**Materials provided**
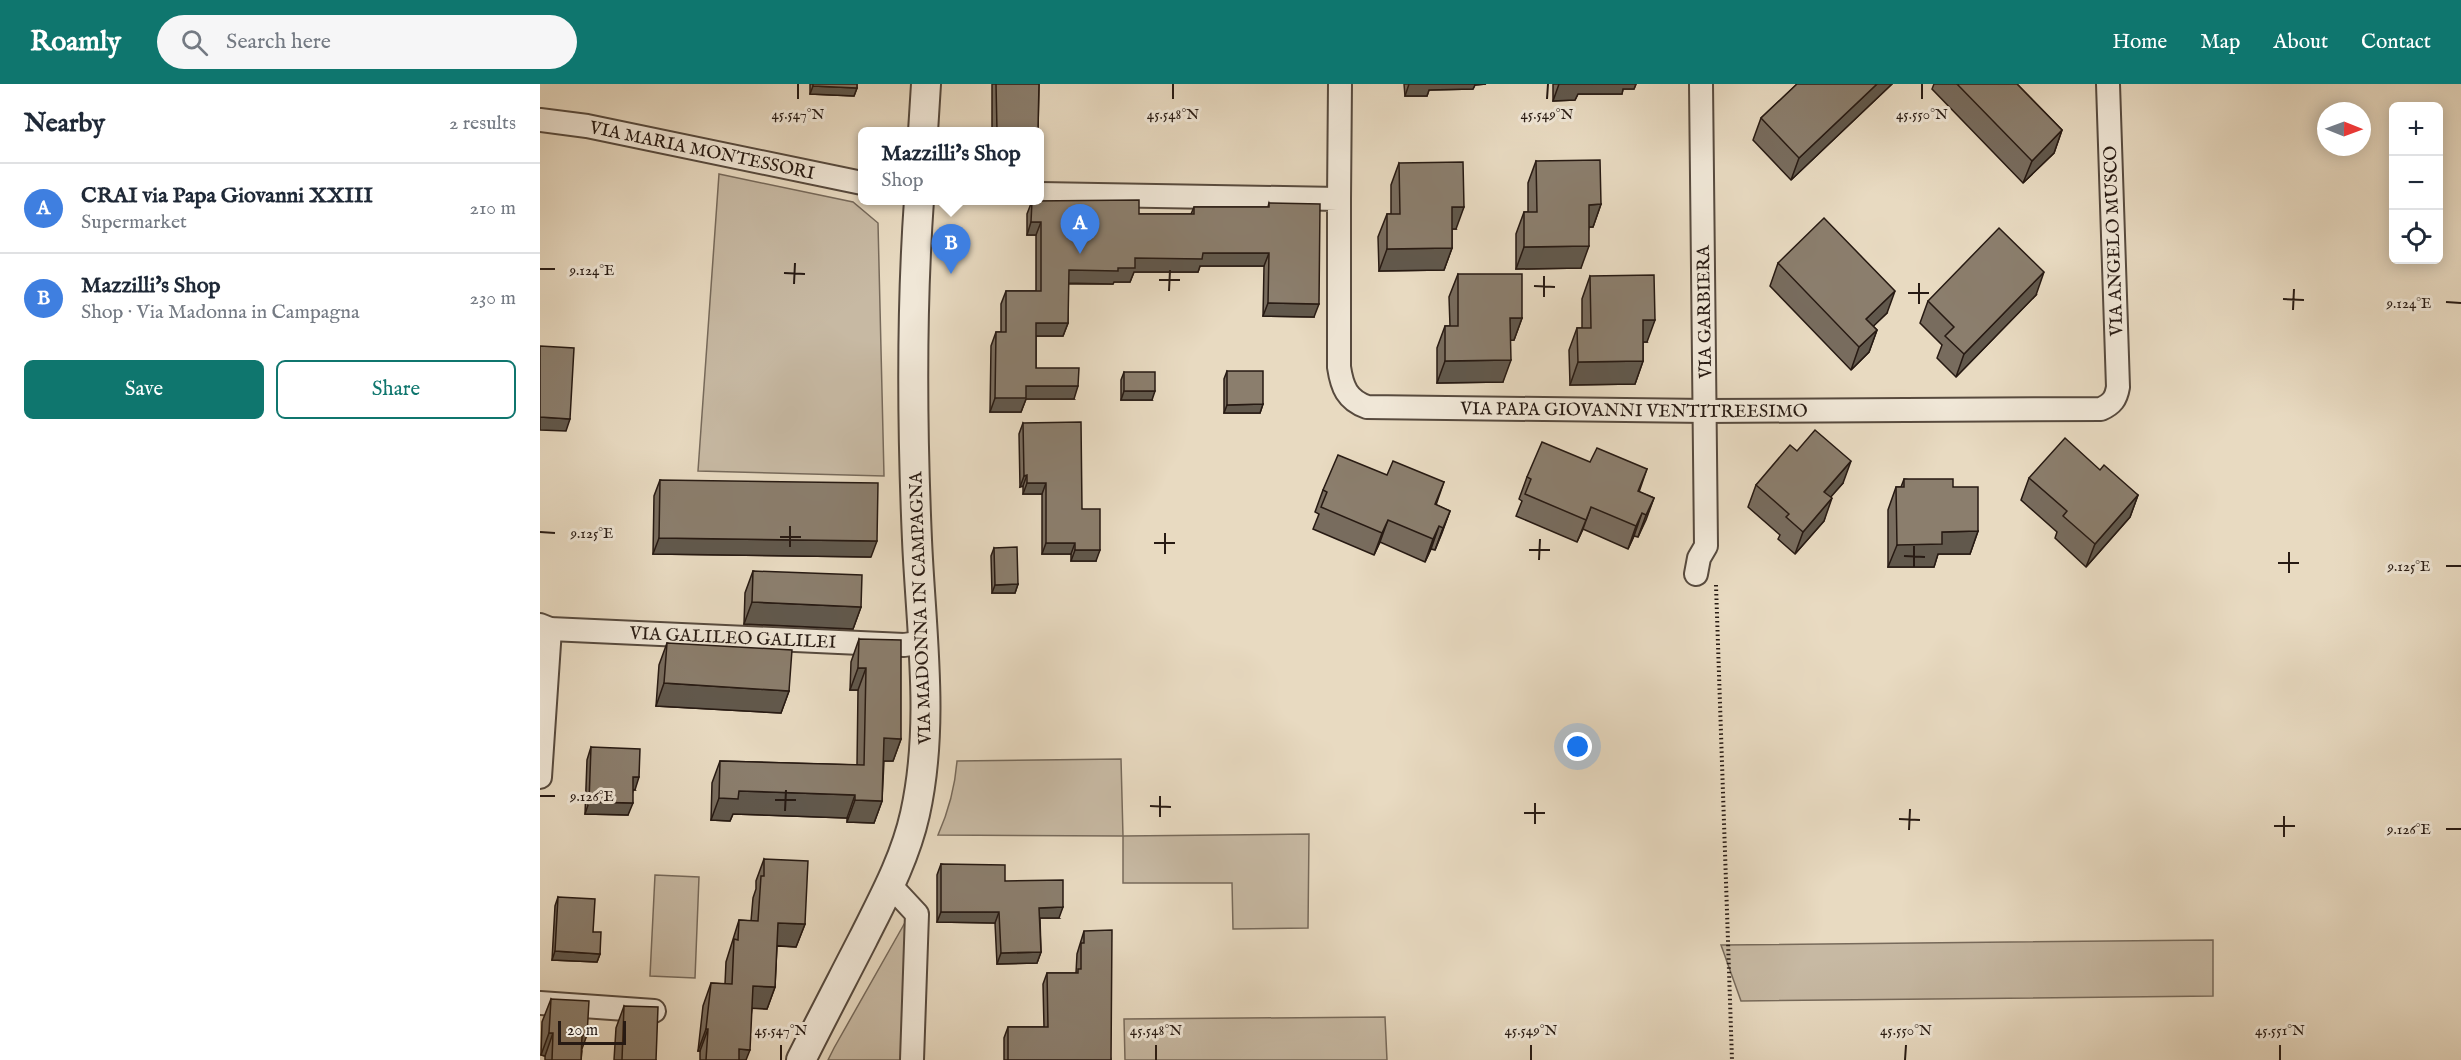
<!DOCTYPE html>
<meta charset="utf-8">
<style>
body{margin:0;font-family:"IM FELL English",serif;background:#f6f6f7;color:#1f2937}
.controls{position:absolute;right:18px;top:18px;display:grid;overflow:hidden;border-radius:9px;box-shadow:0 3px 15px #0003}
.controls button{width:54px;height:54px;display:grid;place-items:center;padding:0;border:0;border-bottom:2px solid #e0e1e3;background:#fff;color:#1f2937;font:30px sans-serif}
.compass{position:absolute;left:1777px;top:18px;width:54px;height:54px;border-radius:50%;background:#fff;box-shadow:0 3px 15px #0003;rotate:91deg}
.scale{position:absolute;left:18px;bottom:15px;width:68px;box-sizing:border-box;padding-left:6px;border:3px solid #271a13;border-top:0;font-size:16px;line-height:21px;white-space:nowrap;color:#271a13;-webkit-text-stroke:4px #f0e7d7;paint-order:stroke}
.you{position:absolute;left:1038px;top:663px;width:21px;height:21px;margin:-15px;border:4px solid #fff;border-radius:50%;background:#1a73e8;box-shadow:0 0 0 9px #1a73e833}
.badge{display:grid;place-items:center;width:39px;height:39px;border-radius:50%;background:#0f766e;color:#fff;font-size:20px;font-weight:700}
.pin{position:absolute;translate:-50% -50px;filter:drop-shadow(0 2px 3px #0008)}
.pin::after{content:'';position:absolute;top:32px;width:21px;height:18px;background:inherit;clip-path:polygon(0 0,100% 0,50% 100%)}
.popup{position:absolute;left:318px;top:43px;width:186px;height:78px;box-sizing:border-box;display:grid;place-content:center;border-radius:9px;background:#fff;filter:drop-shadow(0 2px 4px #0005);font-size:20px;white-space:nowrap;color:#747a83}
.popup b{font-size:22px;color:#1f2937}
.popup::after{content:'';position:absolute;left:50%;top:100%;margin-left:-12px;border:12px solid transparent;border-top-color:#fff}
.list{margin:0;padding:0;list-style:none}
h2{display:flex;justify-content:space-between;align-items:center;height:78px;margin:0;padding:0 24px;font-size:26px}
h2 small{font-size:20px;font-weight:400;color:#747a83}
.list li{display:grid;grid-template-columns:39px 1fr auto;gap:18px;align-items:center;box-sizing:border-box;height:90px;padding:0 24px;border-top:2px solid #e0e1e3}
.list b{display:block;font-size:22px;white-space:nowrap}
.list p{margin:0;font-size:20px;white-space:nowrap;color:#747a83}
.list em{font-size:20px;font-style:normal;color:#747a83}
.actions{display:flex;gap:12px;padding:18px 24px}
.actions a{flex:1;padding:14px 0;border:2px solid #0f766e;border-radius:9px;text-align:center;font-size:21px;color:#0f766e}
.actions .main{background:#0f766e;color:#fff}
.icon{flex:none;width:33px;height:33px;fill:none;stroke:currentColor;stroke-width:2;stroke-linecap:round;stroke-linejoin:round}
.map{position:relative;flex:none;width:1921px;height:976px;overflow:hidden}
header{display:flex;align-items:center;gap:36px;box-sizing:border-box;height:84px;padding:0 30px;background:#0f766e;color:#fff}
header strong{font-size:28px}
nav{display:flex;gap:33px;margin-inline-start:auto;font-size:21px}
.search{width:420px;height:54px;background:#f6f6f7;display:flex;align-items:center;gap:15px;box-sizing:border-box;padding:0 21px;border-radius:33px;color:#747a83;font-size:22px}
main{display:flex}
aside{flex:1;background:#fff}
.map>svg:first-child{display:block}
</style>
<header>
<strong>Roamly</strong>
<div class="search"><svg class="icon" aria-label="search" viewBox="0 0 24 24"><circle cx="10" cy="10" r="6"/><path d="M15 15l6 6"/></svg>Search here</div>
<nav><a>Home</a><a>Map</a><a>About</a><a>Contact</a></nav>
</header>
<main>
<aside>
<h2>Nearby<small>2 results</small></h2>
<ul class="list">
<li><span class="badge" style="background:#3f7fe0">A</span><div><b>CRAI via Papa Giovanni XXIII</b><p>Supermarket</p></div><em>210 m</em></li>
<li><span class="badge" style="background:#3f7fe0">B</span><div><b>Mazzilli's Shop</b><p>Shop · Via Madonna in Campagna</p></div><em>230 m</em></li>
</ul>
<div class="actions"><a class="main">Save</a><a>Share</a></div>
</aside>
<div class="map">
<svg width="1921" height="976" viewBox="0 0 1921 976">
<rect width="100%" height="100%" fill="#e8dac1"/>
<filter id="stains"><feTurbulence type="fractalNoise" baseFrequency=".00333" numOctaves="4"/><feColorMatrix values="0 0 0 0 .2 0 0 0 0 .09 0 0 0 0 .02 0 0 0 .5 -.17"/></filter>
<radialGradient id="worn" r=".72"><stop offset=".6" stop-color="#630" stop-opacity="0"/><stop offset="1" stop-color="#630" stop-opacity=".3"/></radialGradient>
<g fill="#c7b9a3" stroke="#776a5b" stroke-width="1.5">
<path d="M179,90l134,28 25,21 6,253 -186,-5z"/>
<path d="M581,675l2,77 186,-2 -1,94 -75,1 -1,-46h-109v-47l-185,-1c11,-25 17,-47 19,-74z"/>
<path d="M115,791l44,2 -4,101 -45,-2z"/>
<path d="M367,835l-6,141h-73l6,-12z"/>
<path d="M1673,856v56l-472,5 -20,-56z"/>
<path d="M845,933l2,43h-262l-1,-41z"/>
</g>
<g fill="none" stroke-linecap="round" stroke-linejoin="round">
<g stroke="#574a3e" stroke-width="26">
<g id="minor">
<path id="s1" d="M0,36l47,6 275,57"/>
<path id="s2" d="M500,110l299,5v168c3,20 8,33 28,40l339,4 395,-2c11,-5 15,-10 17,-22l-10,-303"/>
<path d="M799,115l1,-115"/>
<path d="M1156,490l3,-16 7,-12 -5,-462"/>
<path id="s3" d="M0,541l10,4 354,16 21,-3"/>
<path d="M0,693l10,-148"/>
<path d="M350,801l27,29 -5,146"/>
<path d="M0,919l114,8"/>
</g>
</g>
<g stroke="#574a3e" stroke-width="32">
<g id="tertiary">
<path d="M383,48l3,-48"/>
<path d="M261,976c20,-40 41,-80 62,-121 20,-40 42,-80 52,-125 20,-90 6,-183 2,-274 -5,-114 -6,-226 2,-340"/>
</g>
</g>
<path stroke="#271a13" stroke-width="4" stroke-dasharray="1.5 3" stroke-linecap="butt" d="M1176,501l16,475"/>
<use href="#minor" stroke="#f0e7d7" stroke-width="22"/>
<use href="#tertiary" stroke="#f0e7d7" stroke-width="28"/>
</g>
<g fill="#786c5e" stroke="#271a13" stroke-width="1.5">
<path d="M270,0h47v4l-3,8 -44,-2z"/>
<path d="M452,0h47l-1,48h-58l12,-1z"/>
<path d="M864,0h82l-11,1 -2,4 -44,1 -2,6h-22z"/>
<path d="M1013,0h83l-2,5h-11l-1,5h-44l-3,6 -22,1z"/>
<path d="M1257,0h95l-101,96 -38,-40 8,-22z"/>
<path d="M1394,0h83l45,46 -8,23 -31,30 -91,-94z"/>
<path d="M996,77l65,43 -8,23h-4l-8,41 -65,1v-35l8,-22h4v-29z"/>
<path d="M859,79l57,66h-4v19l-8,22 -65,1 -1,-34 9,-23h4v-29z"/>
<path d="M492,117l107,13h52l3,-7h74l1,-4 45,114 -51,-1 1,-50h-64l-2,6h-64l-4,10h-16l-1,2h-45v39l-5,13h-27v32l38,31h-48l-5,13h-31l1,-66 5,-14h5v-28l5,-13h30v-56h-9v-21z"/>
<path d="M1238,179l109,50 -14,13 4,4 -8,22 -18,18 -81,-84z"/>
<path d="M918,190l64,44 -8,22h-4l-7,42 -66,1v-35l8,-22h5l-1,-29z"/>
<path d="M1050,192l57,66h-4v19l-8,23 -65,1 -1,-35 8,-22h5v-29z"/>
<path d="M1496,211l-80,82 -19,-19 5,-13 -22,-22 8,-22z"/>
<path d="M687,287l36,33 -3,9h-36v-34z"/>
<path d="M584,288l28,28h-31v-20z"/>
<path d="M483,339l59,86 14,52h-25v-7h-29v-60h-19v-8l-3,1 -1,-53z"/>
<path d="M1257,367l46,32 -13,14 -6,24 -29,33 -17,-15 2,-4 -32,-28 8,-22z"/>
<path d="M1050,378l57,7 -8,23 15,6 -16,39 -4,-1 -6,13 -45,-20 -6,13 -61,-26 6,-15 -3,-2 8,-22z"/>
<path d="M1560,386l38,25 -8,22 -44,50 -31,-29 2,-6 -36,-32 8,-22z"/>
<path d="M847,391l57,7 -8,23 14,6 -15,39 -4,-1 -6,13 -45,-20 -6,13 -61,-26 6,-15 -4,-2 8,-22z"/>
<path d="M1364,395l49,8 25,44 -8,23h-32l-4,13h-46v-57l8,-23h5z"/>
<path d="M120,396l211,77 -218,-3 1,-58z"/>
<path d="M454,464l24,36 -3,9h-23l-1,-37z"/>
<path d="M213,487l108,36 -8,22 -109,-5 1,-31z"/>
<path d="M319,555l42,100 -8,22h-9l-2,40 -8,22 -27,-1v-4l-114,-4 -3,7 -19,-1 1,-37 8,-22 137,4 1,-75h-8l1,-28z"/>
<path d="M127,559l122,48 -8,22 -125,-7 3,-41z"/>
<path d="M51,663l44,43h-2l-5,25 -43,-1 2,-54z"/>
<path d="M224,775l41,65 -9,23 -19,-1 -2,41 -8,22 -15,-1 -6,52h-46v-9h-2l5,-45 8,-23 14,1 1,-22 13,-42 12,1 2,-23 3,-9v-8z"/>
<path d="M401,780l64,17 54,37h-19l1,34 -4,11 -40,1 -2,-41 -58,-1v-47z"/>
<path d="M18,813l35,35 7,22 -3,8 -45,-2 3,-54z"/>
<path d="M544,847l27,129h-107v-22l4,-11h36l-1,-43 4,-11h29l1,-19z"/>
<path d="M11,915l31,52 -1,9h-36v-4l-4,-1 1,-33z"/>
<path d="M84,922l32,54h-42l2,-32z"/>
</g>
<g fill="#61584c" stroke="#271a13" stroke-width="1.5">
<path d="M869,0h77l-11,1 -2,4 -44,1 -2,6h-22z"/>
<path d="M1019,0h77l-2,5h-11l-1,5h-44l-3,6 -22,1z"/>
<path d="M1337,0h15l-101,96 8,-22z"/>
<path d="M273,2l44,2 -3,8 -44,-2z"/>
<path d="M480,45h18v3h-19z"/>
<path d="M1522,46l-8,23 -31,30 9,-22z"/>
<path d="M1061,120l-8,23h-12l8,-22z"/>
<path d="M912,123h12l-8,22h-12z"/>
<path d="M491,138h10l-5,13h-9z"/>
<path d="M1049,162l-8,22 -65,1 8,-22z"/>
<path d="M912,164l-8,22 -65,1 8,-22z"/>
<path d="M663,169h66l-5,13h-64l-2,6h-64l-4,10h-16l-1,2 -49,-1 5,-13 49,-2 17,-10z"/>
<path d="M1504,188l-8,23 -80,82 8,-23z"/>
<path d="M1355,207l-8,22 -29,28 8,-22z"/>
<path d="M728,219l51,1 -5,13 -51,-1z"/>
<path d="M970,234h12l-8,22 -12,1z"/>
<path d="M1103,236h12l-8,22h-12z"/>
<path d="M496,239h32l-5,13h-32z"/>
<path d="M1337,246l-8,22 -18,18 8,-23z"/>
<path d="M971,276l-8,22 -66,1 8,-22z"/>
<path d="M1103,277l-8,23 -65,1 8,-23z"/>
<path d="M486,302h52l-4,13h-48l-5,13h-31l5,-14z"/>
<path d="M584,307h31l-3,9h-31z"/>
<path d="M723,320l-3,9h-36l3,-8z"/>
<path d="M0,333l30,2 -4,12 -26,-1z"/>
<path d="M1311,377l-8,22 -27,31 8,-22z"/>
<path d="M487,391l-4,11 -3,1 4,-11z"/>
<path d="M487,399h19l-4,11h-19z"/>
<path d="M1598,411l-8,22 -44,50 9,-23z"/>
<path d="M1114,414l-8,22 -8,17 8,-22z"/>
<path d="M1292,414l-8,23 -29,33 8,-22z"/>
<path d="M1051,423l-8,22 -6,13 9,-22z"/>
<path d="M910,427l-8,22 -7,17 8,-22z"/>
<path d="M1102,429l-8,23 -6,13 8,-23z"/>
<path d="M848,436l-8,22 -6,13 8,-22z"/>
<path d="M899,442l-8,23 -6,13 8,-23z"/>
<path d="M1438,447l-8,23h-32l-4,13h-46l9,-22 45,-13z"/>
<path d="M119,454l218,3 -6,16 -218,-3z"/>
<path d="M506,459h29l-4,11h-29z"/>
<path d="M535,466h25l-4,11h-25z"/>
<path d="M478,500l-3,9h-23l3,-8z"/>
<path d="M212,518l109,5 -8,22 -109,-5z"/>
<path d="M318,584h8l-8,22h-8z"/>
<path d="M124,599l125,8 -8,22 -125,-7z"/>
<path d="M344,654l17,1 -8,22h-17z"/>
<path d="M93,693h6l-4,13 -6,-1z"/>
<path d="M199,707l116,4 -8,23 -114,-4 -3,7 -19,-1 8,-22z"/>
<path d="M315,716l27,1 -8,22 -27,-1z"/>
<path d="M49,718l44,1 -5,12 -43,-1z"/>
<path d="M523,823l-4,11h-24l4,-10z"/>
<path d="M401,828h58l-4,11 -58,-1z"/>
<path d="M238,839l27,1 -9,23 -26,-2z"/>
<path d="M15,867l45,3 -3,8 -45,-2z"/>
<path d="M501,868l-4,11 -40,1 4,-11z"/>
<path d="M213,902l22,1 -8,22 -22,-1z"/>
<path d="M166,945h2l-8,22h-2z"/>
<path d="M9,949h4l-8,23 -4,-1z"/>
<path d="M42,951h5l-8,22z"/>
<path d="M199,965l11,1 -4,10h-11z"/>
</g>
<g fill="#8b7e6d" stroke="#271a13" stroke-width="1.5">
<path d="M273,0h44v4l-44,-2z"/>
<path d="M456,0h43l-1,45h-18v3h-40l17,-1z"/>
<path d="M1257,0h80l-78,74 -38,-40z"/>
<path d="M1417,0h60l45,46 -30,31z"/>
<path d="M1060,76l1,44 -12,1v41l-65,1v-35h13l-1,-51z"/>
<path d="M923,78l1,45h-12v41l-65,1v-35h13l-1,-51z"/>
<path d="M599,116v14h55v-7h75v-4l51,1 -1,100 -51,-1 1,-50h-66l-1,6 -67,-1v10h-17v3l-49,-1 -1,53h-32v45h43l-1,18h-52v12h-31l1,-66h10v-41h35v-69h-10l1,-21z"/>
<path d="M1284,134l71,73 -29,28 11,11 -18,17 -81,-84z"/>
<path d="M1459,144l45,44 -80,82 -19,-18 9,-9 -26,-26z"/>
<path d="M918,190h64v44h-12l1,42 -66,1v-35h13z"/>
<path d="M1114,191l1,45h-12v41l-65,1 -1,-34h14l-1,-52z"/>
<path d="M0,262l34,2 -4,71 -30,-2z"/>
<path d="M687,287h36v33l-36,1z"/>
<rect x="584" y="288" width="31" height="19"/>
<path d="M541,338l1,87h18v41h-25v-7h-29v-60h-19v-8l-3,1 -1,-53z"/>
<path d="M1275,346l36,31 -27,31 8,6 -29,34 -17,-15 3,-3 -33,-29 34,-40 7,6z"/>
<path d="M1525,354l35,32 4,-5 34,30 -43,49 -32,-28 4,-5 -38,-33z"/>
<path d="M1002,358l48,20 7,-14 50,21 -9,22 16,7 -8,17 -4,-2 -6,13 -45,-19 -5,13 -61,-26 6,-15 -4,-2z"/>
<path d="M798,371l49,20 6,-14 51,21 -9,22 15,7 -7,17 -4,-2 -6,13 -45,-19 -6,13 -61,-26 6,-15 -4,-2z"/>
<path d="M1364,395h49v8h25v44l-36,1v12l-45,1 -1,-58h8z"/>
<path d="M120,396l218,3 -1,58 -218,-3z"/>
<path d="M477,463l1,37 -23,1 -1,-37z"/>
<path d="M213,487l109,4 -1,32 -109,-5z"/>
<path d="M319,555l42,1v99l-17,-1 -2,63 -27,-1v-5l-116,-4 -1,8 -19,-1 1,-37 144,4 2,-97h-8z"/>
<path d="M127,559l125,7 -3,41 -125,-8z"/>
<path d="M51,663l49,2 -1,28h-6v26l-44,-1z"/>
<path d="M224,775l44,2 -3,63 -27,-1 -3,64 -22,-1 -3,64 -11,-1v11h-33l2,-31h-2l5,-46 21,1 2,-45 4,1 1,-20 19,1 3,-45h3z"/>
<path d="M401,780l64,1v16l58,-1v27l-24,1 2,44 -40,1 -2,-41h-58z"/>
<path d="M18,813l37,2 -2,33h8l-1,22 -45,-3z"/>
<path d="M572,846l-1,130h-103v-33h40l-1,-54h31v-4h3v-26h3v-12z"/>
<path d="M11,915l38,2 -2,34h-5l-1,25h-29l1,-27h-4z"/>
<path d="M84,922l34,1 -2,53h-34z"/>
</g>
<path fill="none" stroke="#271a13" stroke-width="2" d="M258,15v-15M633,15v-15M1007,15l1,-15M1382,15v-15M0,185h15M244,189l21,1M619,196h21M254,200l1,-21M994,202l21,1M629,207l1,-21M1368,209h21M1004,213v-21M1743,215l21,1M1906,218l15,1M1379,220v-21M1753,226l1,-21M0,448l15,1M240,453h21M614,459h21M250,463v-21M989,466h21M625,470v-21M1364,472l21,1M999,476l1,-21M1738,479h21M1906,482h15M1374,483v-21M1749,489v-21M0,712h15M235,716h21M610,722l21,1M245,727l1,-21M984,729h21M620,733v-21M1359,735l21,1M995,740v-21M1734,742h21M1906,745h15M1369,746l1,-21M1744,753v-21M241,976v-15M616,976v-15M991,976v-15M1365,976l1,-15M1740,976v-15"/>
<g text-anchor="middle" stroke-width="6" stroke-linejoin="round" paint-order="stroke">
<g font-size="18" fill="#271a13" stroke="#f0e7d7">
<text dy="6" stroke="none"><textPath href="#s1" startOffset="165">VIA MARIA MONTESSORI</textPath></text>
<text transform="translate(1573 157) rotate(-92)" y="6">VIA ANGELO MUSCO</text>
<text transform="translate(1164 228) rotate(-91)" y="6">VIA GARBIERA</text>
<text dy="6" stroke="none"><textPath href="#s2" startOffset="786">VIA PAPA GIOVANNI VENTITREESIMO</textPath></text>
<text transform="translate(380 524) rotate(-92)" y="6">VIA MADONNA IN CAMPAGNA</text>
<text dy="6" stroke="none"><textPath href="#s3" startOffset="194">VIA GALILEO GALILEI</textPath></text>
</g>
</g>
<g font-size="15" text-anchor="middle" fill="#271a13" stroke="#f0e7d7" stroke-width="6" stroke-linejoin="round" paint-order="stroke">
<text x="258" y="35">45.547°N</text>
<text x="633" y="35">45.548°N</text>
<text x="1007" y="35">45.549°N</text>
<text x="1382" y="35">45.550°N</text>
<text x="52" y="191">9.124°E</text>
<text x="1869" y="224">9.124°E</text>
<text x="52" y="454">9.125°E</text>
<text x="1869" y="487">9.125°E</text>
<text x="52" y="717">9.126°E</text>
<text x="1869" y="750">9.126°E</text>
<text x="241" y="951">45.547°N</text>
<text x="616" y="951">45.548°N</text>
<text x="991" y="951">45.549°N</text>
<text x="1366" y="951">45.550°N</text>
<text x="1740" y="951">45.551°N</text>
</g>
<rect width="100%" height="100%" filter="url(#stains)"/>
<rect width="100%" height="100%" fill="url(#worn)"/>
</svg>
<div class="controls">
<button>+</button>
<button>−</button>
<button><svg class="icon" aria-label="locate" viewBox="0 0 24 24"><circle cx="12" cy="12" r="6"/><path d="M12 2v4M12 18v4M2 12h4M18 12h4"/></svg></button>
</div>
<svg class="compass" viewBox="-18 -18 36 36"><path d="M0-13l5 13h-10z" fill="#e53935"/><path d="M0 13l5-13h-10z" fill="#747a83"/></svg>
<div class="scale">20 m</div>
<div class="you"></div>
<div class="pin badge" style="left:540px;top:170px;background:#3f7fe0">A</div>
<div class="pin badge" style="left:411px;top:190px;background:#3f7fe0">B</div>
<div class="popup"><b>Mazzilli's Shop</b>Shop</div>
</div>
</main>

**What the task requires**
I need every line from the material that contains the word "nowrap".

**Answer area**
.scale{position:absolute;left:18px;bottom:15px;width:68px;box-sizing:border-box;padding-left:6px;border:3px solid #271a13;border-top:0;font-size:16px;line-height:21px;white-space:nowrap;color:#271a13;-webkit-text-stroke:4px #f0e7d7;paint-order:stroke}
.popup{position:absolute;left:318px;top:43px;width:186px;height:78px;box-sizing:border-box;display:grid;place-content:center;border-radius:9px;background:#fff;filter:drop-shadow(0 2px 4px #0005);font-size:20px;white-space:nowrap;color:#747a83}
.list b{display:block;font-size:22px;white-space:nowrap}
.list p{margin:0;font-size:20px;white-space:nowrap;color:#747a83}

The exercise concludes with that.